* EXERCISE GOAL:
Write out the entries once more, exactly as they appear.

* DATA LISTING:
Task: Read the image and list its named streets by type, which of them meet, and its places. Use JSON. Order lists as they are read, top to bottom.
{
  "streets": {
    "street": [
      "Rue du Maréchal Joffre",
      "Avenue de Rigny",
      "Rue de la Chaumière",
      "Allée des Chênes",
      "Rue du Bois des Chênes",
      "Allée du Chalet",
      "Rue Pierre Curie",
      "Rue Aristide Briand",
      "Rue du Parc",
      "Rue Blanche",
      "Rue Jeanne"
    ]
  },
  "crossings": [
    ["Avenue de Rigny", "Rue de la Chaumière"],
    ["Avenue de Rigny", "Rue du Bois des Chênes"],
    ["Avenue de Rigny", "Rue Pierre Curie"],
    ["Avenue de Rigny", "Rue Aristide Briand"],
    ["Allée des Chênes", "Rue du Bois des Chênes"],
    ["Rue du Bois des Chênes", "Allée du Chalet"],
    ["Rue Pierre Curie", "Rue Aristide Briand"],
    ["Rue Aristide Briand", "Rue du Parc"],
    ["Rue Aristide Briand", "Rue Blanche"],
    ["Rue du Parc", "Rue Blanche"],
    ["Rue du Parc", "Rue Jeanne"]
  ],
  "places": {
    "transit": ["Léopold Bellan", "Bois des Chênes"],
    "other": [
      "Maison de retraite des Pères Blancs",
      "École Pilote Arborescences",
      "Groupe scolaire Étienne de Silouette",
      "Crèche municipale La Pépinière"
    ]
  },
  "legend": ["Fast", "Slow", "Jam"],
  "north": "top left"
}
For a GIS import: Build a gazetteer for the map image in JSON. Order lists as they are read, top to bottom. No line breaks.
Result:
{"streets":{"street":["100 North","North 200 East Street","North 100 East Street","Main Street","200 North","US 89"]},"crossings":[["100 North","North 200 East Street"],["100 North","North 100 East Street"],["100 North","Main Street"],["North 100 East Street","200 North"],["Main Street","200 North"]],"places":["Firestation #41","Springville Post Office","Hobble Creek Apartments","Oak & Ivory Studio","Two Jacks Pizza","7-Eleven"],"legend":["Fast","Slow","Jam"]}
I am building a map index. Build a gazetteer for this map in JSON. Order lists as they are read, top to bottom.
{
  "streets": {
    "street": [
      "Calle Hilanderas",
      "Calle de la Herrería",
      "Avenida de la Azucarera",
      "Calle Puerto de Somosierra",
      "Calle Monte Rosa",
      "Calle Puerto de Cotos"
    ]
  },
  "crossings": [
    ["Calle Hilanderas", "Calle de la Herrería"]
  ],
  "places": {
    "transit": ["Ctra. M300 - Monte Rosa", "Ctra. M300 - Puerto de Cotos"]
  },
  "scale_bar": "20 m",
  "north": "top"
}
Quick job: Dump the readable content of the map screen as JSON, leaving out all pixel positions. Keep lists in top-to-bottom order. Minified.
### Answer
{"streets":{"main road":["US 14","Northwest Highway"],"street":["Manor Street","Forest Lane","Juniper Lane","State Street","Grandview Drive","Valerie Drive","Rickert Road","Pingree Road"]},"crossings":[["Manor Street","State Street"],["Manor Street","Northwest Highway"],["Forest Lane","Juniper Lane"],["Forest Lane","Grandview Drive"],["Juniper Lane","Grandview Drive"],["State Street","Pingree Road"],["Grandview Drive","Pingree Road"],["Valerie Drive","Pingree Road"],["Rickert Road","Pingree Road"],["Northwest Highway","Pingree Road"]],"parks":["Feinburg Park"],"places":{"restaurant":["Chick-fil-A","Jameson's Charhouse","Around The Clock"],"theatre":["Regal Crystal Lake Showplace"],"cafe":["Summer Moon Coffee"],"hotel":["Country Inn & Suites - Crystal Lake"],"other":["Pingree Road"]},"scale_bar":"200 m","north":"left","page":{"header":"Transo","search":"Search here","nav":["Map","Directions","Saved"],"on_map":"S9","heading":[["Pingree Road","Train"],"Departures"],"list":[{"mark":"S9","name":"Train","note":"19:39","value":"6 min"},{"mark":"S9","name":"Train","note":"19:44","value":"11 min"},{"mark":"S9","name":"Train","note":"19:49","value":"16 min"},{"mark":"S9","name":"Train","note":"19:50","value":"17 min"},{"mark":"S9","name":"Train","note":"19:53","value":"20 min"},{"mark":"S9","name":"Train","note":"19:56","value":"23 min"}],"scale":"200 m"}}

* TASK RESULT:
Task: Read the image and list its named streets by type, which of them meet, and its places. Use JSON. Order lists as they are read, top to bottom.
{
  "streets": {
    "street": [
      "Rue du Maréchal Joffre",
      "Avenue de Rigny",
      "Rue de la Chaumière",
      "Allée des Chênes",
      "Rue du Bois des Chênes",
      "Allée du Chalet",
      "Rue Pierre Curie",
      "Rue Aristide Briand",
      "Rue du Parc",
      "Rue Blanche",
      "Rue Jeanne"
    ]
  },
  "crossings": [
    ["Avenue de Rigny", "Rue de la Chaumière"],
    ["Avenue de Rigny", "Rue du Bois des Chênes"],
    ["Avenue de Rigny", "Rue Pierre Curie"],
    ["Avenue de Rigny", "Rue Aristide Briand"],
    ["Allée des Chênes", "Rue du Bois des Chênes"],
    ["Rue du Bois des Chênes", "Allée du Chalet"],
    ["Rue Pierre Curie", "Rue Aristide Briand"],
    ["Rue Aristide Briand", "Rue du Parc"],
    ["Rue Aristide Briand", "Rue Blanche"],
    ["Rue du Parc", "Rue Blanche"],
    ["Rue du Parc", "Rue Jeanne"]
  ],
  "places": {
    "transit": ["Léopold Bellan", "Bois des Chênes"],
    "other": [
      "Maison de retraite des Pères Blancs",
      "École Pilote Arborescences",
      "Groupe scolaire Étienne de Silouette",
      "Crèche municipale La Pépinière"
    ]
  },
  "legend": ["Fast", "Slow", "Jam"],
  "north": "top left"
}
For a GIS import: Build a gazetteer for the map image in JSON. Order lists as they are read, top to bottom. No line breaks.
Result:
{"streets":{"street":["100 North","North 200 East Street","North 100 East Street","Main Street","200 North","US 89"]},"crossings":[["100 North","North 200 East Street"],["100 North","North 100 East Street"],["100 North","Main Street"],["North 100 East Street","200 North"],["Main Street","200 North"]],"places":["Firestation #41","Springville Post Office","Hobble Creek Apartments","Oak & Ivory Studio","Two Jacks Pizza","7-Eleven"],"legend":["Fast","Slow","Jam"]}
I am building a map index. Build a gazetteer for this map in JSON. Order lists as they are read, top to bottom.
{
  "streets": {
    "street": [
      "Calle Hilanderas",
      "Calle de la Herrería",
      "Avenida de la Azucarera",
      "Calle Puerto de Somosierra",
      "Calle Monte Rosa",
      "Calle Puerto de Cotos"
    ]
  },
  "crossings": [
    ["Calle Hilanderas", "Calle de la Herrería"]
  ],
  "places": {
    "transit": ["Ctra. M300 - Monte Rosa", "Ctra. M300 - Puerto de Cotos"]
  },
  "scale_bar": "20 m",
  "north": "top"
}
Quick job: Dump the readable content of the map screen as JSON, leaving out all pixel positions. Keep lists in top-to-bottom order. Minified.
### Answer
{"streets":{"main road":["US 14","Northwest Highway"],"street":["Manor Street","Forest Lane","Juniper Lane","State Street","Grandview Drive","Valerie Drive","Rickert Road","Pingree Road"]},"crossings":[["Manor Street","State Street"],["Manor Street","Northwest Highway"],["Forest Lane","Juniper Lane"],["Forest Lane","Grandview Drive"],["Juniper Lane","Grandview Drive"],["State Street","Pingree Road"],["Grandview Drive","Pingree Road"],["Valerie Drive","Pingree Road"],["Rickert Road","Pingree Road"],["Northwest Highway","Pingree Road"]],"parks":["Feinburg Park"],"places":{"restaurant":["Chick-fil-A","Jameson's Charhouse","Around The Clock"],"theatre":["Regal Crystal Lake Showplace"],"cafe":["Summer Moon Coffee"],"hotel":["Country Inn & Suites - Crystal Lake"],"other":["Pingree Road"]},"scale_bar":"200 m","north":"left","page":{"header":"Transo","search":"Search here","nav":["Map","Directions","Saved"],"on_map":"S9","heading":[["Pingree Road","Train"],"Departures"],"list":[{"mark":"S9","name":"Train","note":"19:39","value":"6 min"},{"mark":"S9","name":"Train","note":"19:44","value":"11 min"},{"mark":"S9","name":"Train","note":"19:49","value":"16 min"},{"mark":"S9","name":"Train","note":"19:50","value":"17 min"},{"mark":"S9","name":"Train","note":"19:53","value":"20 min"},{"mark":"S9","name":"Train","note":"19:56","value":"23 min"}],"scale":"200 m"}}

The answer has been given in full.